◆ Required action ◆
Search the data for the word "Советский" and copy each line that has it.

(Records from a data source)
========================================================================
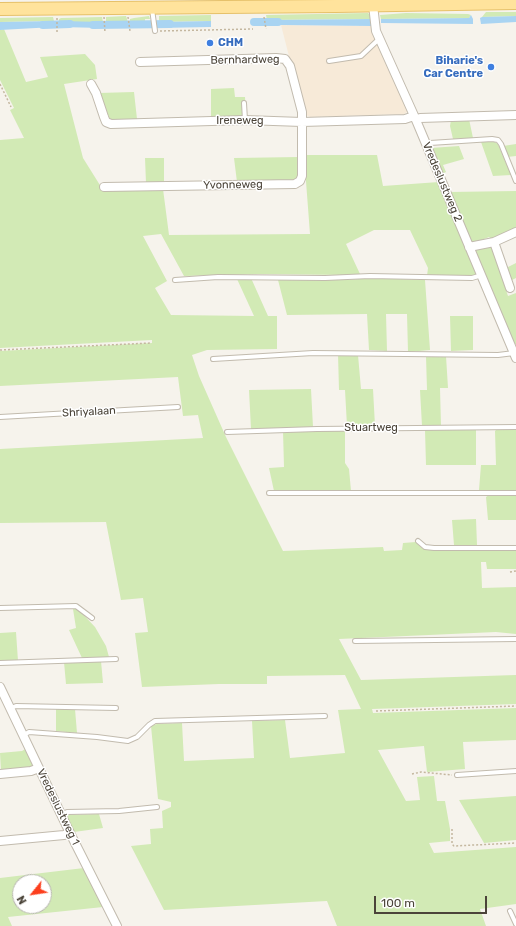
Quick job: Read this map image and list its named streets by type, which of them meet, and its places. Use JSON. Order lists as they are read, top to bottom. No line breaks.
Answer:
{"streets":{"street":["Bernhardweg","Ireneweg","Vredeslustweg 2","Yvonneweg","Vredeslustweg 1"],"lane":["Shriyalaan","Stuartweg"]},"crossings":[["Bernhardweg","Ireneweg"],["Bernhardweg","Yvonneweg"],["Ireneweg","Vredeslustweg 2"],["Ireneweg","Yvonneweg"]],"places":["CHM","Biharie's Car Centre"],"scale_bar":"100 m","north":"bottom left"}
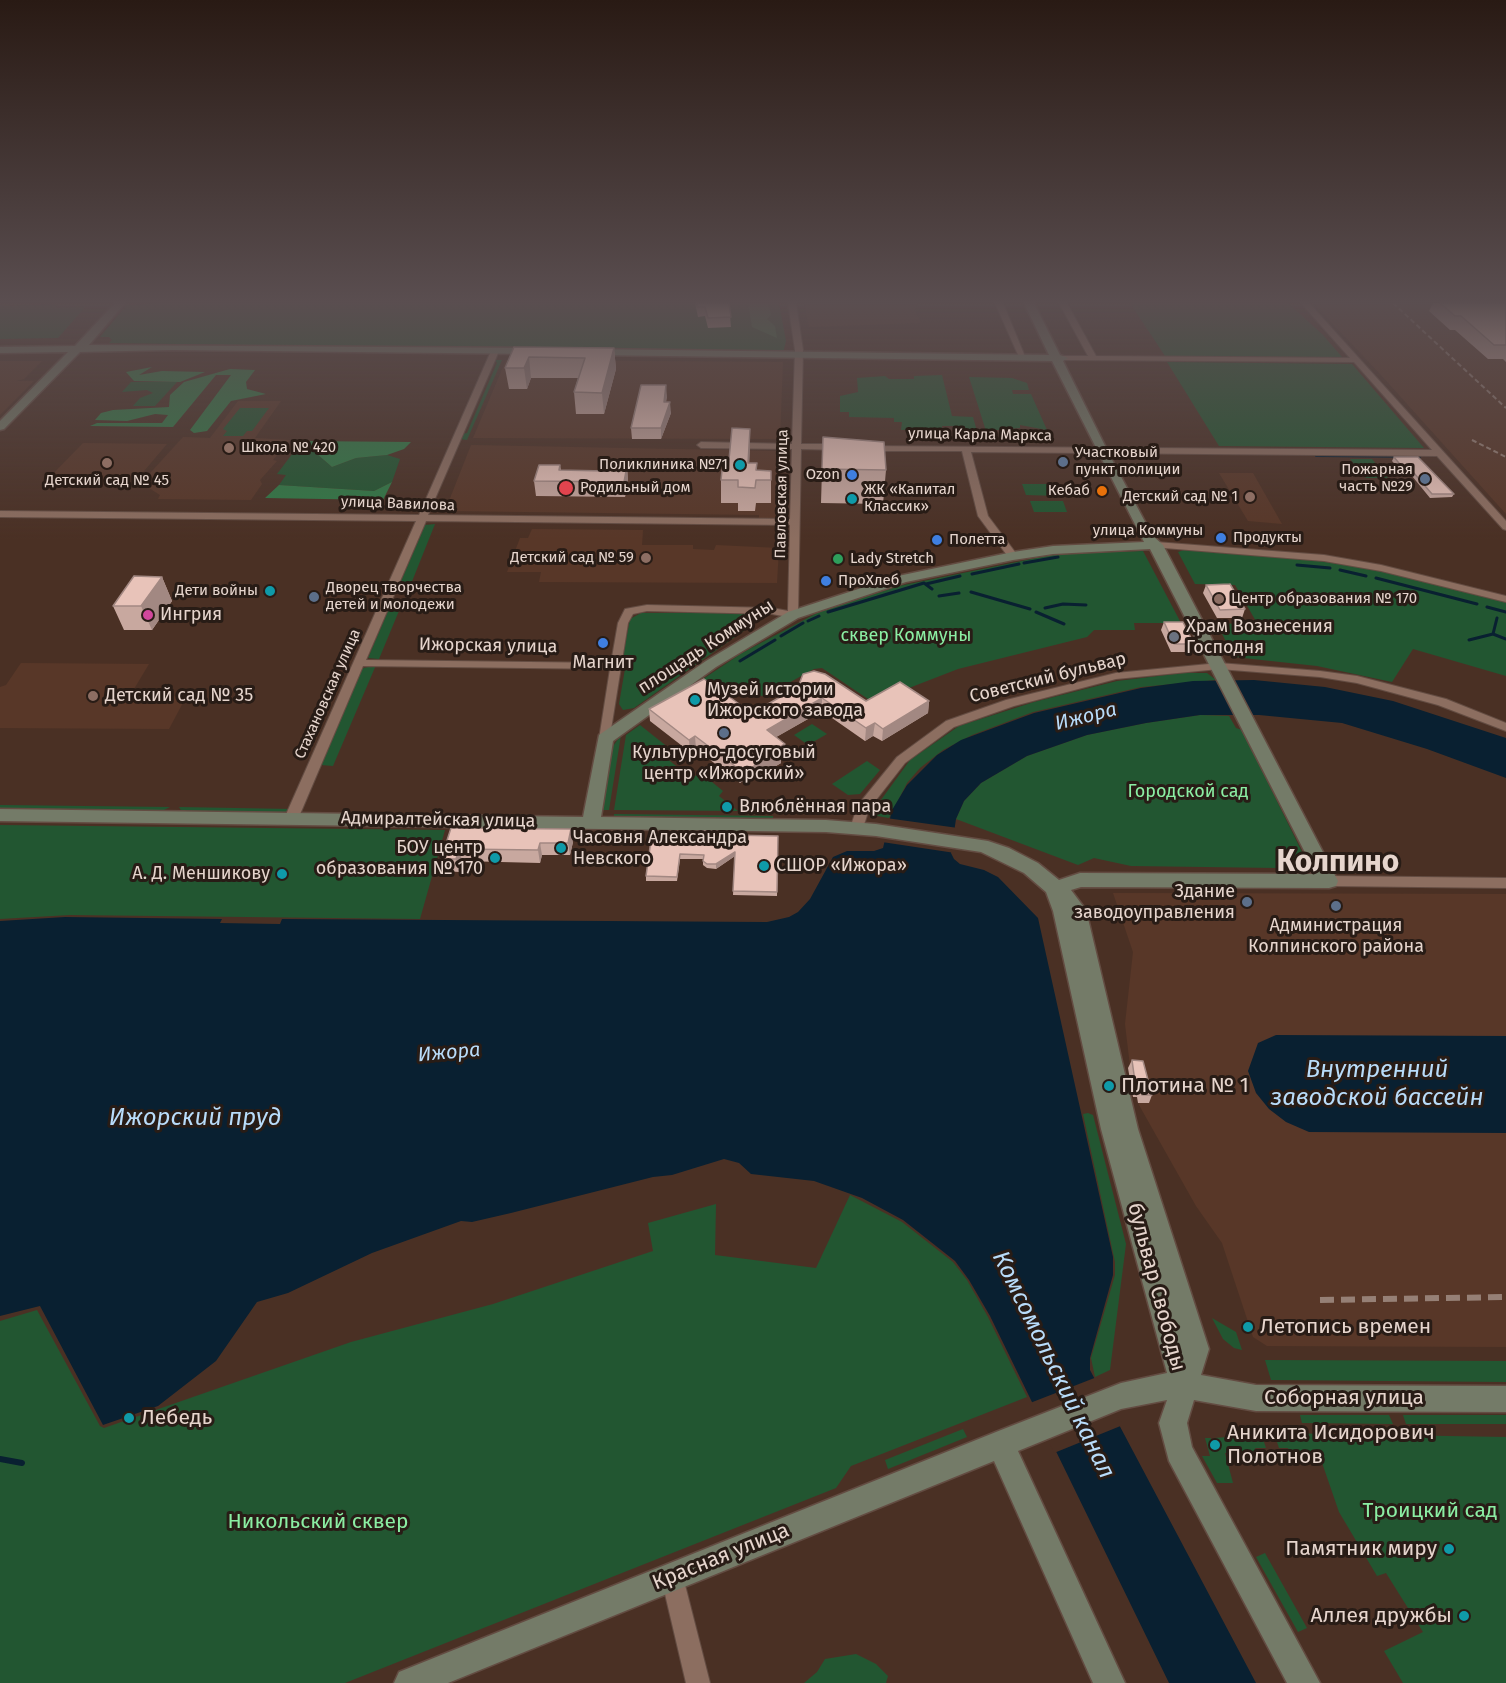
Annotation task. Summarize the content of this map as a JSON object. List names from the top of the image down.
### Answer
{
  "streets": {
    "street": [
      "улица Карла Маркса",
      "Павловская улица",
      "улица Вавилова",
      "улица Коммуны",
      "Ижорская улица",
      "площадь Коммуны",
      "Советский бульвар",
      "Стахановская улица",
      "Адмиралтейская улица",
      "бульвар Свободы",
      "Соборная улица",
      "Красная улица"
    ]
  },
  "crossings": [
    ["улица Карла Маркса", "Павловская улица"],
    ["Павловская улица", "улица Вавилова"],
    ["Павловская улица", "улица Коммуны"],
    ["Павловская улица", "площадь Коммуны"],
    ["улица Вавилова", "Стахановская улица"],
    ["улица Коммуны", "площадь Коммуны"],
    ["Ижорская улица", "площадь Коммуны"],
    ["Ижорская улица", "Стахановская улица"],
    ["площадь Коммуны", "Адмиралтейская улица"],
    ["Советский бульвар", "Адмиралтейская улица"],
    ["Стахановская улица", "Адмиралтейская улица"],
    ["Адмиралтейская улица", "бульвар Свободы"],
    ["бульвар Свободы", "Соборная улица"],
    ["бульвар Свободы", "Красная улица"],
    ["Соборная улица", "Красная улица"]
  ],
  "districts": ["Колпино"],
  "water": [
    "Ижора",
    "Внутренний заводской бассейн",
    "Ижорский пруд",
    "Комсомольский канал"
  ],
  "parks": [
    "сквер Коммуны",
    "Городской сад",
    "Троицкий сад",
    "Никольский сквер"
  ],
  "places": [
    "Школа № 420",
    "Участковый пункт полиции",
    "Детский сад № 45",
    "Поликлиника №71",
    "Ozon",
    "Пожарная часть №29",
    "Родильный дом",
    "Кебаб",
    "Детский сад № 1",
    "ЖК «Капитал Классик»",
    "Продукты",
    "Полетта",
    "Детский сад № 59",
    "Lady Stretch",
    "ПроХлеб",
    "Дети войны",
    "Дворец творчества детей и молодежи",
    "Центр образования № 170",
    "Ингрия",
    "Храм Вознесения Господня",
    "Магнит",
    "Детский сад № 35",
    "Музей истории Ижорского завода",
    "Культурно-досуговый центр «Ижорский»",
    "Влюблённая пара",
    "Часовня Александра Невского",
    "БОУ центр образования № 170",
    "СШОР «Ижора»",
    "А. Д. Меншикову",
    "Здание заводоуправления",
    "Администрация Колпинского района",
    "Плотина № 1",
    "Летопись времен",
    "Лебедь",
    "Аникита Исидорович Полотнов",
    "Памятник миру",
    "Аллея дружбы"
  ]
}
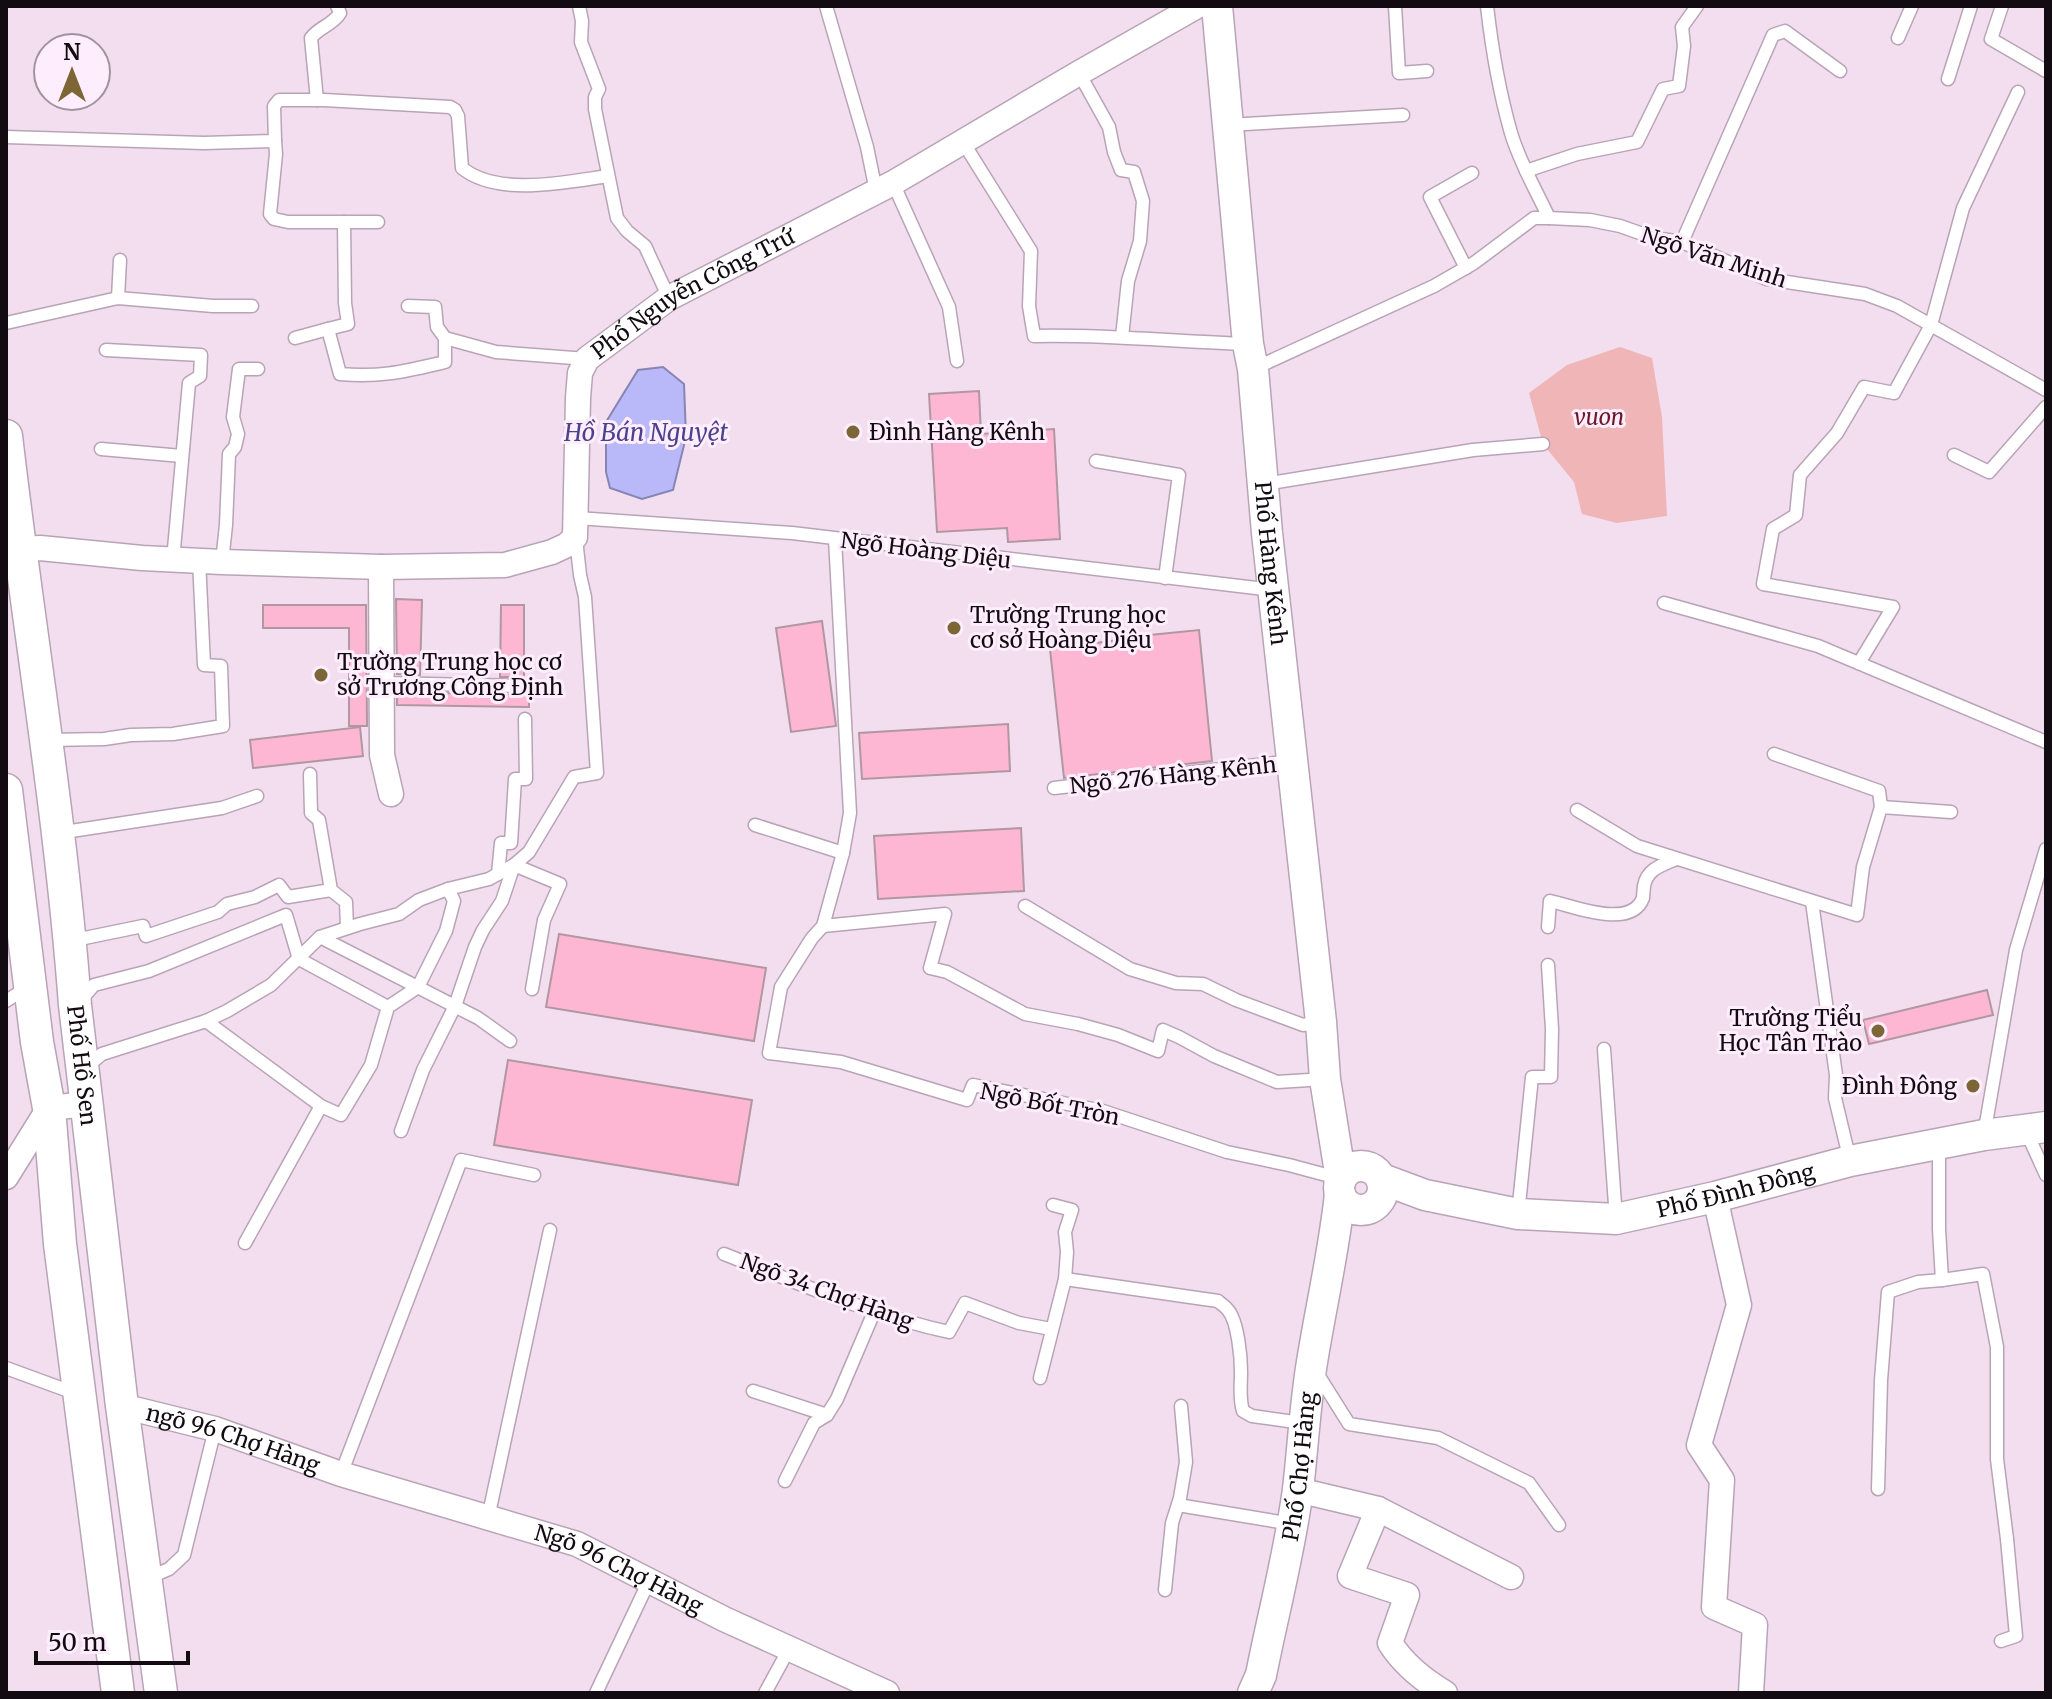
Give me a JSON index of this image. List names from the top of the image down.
{
  "streets": {
    "main road": ["Phố Hồ Sen"],
    "street": [
      "Phố Nguyễn Công Trứ",
      "Phố Hàng Kênh",
      "Phố Đình Đông",
      "ngõ 96 Chợ Hàng",
      "Phố Chợ Hàng",
      "Ngõ 96 Chợ Hàng"
    ],
    "lane": [
      "Ngõ Văn Minh",
      "Ngõ Hoàng Diệu",
      "Ngõ 276 Hàng Kênh",
      "Ngõ Bốt Tròn",
      "Ngõ 34 Chợ Hàng"
    ]
  },
  "crossings": [
    ["Ngõ Văn Minh", "Phố Hàng Kênh"],
    ["Phố Nguyễn Công Trứ", "Ngõ Hoàng Diệu"],
    ["Ngõ Hoàng Diệu", "Phố Hàng Kênh"],
    ["Ngõ Hoàng Diệu", "Ngõ Bốt Tròn"],
    ["Phố Hàng Kênh", "Ngõ 276 Hàng Kênh"],
    ["Phố Hàng Kênh", "Ngõ Bốt Tròn"],
    ["Phố Hàng Kênh", "Phố Đình Đông"],
    ["Phố Hàng Kênh", "Phố Chợ Hàng"],
    ["Phố Hồ Sen", "ngõ 96 Chợ Hàng"],
    ["Ngõ Bốt Tròn", "Phố Đình Đông"],
    ["Ngõ Bốt Tròn", "Phố Chợ Hàng"],
    ["Phố Đình Đông", "Phố Chợ Hàng"],
    ["ngõ 96 Chợ Hàng", "Ngõ 96 Chợ Hàng"]
  ],
  "water": ["Hồ Bán Nguyệt"],
  "parks": ["vuon"],
  "places": [
    "Đình Hàng Kênh",
    "Trường Trung học cơ sở Hoàng Diệu",
    "Trường Trung học cơ sở Trương Công Định",
    "Trường Tiểu Học Tân Trào",
    "Đình Đông"
  ],
  "scale_bar": "50 m",
  "north": "top"
}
========================================================================
◆ Exercise result ◆
      "Советский бульвар",
    ["Советский бульвар", "Адмиралтейская улица"],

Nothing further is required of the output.